W. CHAD NUNNERY, PRESIDENT & OWNER,COMPOSITE ACCESS PRODUCTS (CAP)
Replacing metal applications with plastics and composites has long been the goal of raw material suppliers, blenders, and plastics molders. From observing GE Plastics metal conversions to Lexan in the 70’s through my experience with BMCI’s material conversion mission in the 90’s, converting metal to plastic – “organic growth” – was always considered the holy grail as compared to a “share-shift,” which was basically taking existing business from a direct competitor using a lower price or better service. However, the composite material value proposition was not always quite bulletproof enough to push the paradigm away from the safe, apathetic, and incurious position of “it’s always been made with metal, it will always be metal.” And if composite materials did check all the benefit boxes without major detracting ones, the applications themselves were rarely, if ever, a volume that would rival the circuit breaker, headlamp, or valve cover material consumptions. We always quixotically hunted for that next substantial organic conversion chasing many windmills along the way.
We started seeing composite materials used in infrastructure applications primarily in non-US countries for a variety of reasons: corrosion resistance, low weight, and as a theft repellant. Beijing, for instance, suffered in 2004 from the theft of 240,000 manhole covers for their metal scrap content. Within three years several Chinese companies started making composite manhole covers which eliminated the root cause offering no scrap material value. While China’s experience represents the first major volume surge using the composite manhole cover, a UK company reportedly started making access covers with a Resin Transfer Molding (RTM) technology in 1980. Around 2002, the first American company to manufacture and market RTM manhole covers was GMI in Michigan and was owned by Bob Brady until a major iron manhole cover company acquired GMI in 2014.
In addition to manhole covers, metals and other materials have been replaced by plastic and composites throughout water and wastewater infrastructure. Some major examples include Cured-In-Place-Piping (CIPP) for “trenchless” or no-dig pipe rehabilitation and fiber wound septic tanks, manhole tubes, grade rings, lift stations, and grease traps. Beyond just water and wastewater infrastructure, composites have replaced many materials in electrical (underground) transmission & distribution, service stations, parks & recreation, steam, and other underground access points.

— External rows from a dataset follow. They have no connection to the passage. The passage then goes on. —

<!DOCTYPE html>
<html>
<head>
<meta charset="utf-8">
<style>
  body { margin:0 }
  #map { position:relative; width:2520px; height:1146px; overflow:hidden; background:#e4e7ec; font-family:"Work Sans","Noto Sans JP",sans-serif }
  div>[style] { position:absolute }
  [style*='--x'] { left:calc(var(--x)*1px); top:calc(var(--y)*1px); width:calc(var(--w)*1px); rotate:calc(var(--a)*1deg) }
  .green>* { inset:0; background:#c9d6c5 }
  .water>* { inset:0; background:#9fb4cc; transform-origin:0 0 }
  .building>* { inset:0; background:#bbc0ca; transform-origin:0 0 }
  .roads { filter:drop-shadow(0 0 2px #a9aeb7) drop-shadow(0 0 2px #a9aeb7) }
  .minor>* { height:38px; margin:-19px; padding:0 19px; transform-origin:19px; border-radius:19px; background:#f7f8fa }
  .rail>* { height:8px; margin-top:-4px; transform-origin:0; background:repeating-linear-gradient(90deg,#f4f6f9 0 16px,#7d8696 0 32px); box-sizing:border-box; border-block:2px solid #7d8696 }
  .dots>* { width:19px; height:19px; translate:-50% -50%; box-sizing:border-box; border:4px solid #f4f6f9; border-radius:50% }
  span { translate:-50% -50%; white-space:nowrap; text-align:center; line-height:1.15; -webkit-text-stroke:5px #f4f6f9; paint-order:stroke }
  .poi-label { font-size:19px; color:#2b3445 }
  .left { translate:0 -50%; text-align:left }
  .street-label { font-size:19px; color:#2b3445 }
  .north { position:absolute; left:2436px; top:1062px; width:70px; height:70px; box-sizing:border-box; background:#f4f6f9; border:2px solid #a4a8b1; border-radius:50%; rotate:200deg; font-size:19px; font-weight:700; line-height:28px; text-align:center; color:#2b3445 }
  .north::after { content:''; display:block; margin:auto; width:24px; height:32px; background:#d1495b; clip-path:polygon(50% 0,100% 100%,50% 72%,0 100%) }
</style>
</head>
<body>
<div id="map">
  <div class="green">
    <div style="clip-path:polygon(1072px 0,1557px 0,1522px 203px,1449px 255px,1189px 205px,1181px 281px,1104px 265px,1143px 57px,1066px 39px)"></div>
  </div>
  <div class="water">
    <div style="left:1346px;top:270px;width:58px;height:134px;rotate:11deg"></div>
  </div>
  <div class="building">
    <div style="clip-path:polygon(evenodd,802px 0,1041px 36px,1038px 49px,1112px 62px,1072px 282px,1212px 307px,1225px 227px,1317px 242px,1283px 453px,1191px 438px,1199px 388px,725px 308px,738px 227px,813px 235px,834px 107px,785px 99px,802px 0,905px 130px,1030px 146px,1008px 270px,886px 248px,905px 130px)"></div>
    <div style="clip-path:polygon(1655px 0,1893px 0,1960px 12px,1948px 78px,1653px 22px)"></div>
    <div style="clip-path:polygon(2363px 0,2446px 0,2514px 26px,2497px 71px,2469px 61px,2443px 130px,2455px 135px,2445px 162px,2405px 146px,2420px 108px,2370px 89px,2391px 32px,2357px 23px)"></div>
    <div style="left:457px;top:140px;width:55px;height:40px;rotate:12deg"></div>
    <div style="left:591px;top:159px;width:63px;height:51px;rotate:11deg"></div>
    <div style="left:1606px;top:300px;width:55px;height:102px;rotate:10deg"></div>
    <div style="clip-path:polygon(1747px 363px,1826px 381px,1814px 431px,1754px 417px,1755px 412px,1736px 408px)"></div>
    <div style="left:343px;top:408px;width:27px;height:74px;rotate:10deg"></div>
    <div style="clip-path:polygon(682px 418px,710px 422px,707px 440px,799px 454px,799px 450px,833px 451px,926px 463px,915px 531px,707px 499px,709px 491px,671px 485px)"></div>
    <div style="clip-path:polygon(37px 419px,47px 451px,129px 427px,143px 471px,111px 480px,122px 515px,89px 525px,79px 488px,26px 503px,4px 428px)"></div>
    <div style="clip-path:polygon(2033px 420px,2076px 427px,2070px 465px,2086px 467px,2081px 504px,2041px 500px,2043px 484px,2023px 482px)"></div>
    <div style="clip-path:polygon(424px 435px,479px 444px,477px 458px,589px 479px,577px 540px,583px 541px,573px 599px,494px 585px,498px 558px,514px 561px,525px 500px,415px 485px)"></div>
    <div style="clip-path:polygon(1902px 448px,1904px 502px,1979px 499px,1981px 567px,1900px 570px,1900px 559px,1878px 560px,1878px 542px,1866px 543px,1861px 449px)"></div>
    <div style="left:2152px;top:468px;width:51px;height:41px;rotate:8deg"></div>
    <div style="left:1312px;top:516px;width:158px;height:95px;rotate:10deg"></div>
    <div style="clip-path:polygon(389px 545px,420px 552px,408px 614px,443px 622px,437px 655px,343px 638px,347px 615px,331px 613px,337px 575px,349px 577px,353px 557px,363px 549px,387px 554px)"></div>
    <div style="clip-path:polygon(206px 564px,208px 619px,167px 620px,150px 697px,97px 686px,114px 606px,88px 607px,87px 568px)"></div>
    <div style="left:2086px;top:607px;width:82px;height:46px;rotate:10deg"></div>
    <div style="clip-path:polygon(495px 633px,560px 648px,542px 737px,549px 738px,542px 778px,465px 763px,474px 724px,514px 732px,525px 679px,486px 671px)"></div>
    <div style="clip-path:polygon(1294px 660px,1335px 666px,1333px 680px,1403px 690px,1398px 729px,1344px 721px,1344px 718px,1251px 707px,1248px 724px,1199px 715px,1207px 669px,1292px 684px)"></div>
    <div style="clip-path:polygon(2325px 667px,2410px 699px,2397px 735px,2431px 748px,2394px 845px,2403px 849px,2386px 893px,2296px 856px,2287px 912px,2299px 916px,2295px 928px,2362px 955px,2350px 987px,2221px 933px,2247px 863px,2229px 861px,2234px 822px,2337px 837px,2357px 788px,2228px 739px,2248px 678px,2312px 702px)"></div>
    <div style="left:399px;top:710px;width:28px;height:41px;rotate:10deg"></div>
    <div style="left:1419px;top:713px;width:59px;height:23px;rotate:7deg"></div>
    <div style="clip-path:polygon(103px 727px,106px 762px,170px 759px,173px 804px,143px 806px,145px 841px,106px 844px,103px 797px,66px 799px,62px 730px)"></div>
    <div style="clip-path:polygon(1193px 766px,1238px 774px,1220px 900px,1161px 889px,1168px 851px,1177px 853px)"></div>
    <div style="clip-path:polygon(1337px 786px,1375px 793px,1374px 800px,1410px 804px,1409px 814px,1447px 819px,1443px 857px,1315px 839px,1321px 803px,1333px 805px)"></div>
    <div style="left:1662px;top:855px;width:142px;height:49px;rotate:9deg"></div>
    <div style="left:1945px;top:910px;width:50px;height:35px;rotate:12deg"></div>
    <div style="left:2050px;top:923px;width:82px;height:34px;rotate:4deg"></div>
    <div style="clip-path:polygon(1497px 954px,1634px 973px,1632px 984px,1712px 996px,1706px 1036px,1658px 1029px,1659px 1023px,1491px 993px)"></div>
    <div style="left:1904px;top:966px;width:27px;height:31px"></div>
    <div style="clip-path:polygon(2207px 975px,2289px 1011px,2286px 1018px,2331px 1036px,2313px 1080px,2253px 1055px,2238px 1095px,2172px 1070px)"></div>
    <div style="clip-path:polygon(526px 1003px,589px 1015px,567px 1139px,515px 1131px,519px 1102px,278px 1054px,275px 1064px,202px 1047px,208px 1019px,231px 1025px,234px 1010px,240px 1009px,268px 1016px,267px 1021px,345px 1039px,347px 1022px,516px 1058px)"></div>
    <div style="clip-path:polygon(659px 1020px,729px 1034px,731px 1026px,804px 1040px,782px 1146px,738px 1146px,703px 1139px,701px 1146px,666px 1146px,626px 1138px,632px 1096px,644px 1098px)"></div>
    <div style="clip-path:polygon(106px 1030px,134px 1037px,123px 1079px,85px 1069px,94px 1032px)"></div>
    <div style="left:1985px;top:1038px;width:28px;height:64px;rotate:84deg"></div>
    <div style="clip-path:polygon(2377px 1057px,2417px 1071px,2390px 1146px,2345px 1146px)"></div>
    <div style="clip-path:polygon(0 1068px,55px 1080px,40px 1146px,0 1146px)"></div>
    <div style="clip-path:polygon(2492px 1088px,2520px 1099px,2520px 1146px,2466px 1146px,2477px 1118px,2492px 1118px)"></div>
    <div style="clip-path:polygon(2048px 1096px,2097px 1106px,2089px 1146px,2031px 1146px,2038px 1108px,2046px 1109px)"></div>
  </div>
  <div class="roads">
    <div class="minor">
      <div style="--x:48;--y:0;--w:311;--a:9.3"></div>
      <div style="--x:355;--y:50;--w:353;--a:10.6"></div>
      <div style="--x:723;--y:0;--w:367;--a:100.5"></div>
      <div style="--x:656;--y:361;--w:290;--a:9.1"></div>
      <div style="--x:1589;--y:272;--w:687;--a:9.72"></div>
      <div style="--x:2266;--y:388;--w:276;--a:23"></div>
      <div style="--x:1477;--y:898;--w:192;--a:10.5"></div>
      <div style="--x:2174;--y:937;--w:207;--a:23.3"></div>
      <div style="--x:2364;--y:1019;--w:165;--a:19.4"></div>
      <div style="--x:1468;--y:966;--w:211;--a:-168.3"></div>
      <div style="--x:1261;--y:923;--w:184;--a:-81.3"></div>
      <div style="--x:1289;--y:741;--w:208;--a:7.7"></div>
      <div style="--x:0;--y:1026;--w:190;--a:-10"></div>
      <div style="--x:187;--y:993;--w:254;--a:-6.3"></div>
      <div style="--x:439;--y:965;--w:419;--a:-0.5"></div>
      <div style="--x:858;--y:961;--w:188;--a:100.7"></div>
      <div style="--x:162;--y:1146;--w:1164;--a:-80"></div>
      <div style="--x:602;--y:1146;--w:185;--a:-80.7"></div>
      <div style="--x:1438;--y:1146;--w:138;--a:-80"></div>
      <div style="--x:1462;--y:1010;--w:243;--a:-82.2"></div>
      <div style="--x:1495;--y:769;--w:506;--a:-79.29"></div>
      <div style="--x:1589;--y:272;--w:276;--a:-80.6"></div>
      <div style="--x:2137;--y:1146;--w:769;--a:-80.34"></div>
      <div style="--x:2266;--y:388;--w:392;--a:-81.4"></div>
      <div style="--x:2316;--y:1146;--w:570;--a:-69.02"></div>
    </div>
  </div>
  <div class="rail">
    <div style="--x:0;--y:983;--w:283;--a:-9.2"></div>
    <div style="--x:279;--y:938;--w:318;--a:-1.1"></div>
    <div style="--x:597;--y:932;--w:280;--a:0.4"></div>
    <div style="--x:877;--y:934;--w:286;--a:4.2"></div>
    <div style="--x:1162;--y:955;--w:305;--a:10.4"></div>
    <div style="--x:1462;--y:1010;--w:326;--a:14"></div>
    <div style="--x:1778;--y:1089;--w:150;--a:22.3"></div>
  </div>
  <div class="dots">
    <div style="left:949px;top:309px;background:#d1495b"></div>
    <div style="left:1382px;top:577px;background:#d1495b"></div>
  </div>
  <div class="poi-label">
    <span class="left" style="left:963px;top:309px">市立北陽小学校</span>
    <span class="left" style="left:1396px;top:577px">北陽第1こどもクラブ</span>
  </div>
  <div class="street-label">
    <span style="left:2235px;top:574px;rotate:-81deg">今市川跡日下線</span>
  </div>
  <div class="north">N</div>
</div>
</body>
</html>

This presentation will focus on the conversion of iron manhole covers to composite manhole covers for primarily water and wastewater applications. After initially investigating the benefit and market in 2011, and then starting a company devoted entirely to molding composite manhole covers in 2014, a great deal has evolved and been learned about not only the value proposition but also challenges to enter municipal supply arena. My company, Composite Access Products or CAP, represents the first devoted effort in the USA to manufacture and market traffic-rated, DOT approved, compression-molded BMC/SMC manhole covers and frames. Bringing much deeper and broader formula and application knowledge as compared to current composite manhole cover producers has allowed CAP – with the help of A. Schulman here in the US and Almasrya of Egypt – to enter and quickly disrupt a very mature cast iron market. CAP’s product adds affordability, new end user benefits, and solves the problems of cast iron covers. Furthermore, CAP’s technical depth delivers answers to key concerns that the municipal civil engineers and utility directors have previously lacked to specify composites for municipalities with confidence.
We at CAP feel that the composite manhole cover has such a strong value proposition with a large enough potential material consumption – with some technical and market-entry challenges –that this application could be the next headlamp or circuit breaker for BMC/SMC materials.
Chad Nunnery grew up in the Berkshires of Massachusetts and started working in his father’s BMC production company, BMCI, during high school and college summer vacations. In his Junior year of college, he presented a paper at the SPI Retec conference called “Flow Behavior of Thermoset Polyesters and Their Effect on Process and Design.” Chad graduated in 1994 from Dartmouth College in Hanover, NH with Engineering and Chemistry degrees. Chad has spent most of his career in Latin American countries starting foreign operations for BMCI in Mexico City, Ciudad Juarez and Brazil. After 6 years residing in Mexico City with his family, Chad witnessed BMC being molded into manhole covers internationally for theft prevention. Chad could not convince his American molding customers to pursue this market, so he entered into an exclusive agreement with A. Schulman in North America. After 22 years mixing and molding thermosets, Chad formed Composite Access Products, or CAP, in McAllen, TX, where Chad now resides, to mold thermoset composite manhole covers and related products. CAP is the first US compression molder of traffic-rated composite manhole covers and has the first and only state DOT approval letter for any US composite manhole cover for “within the roadway” use.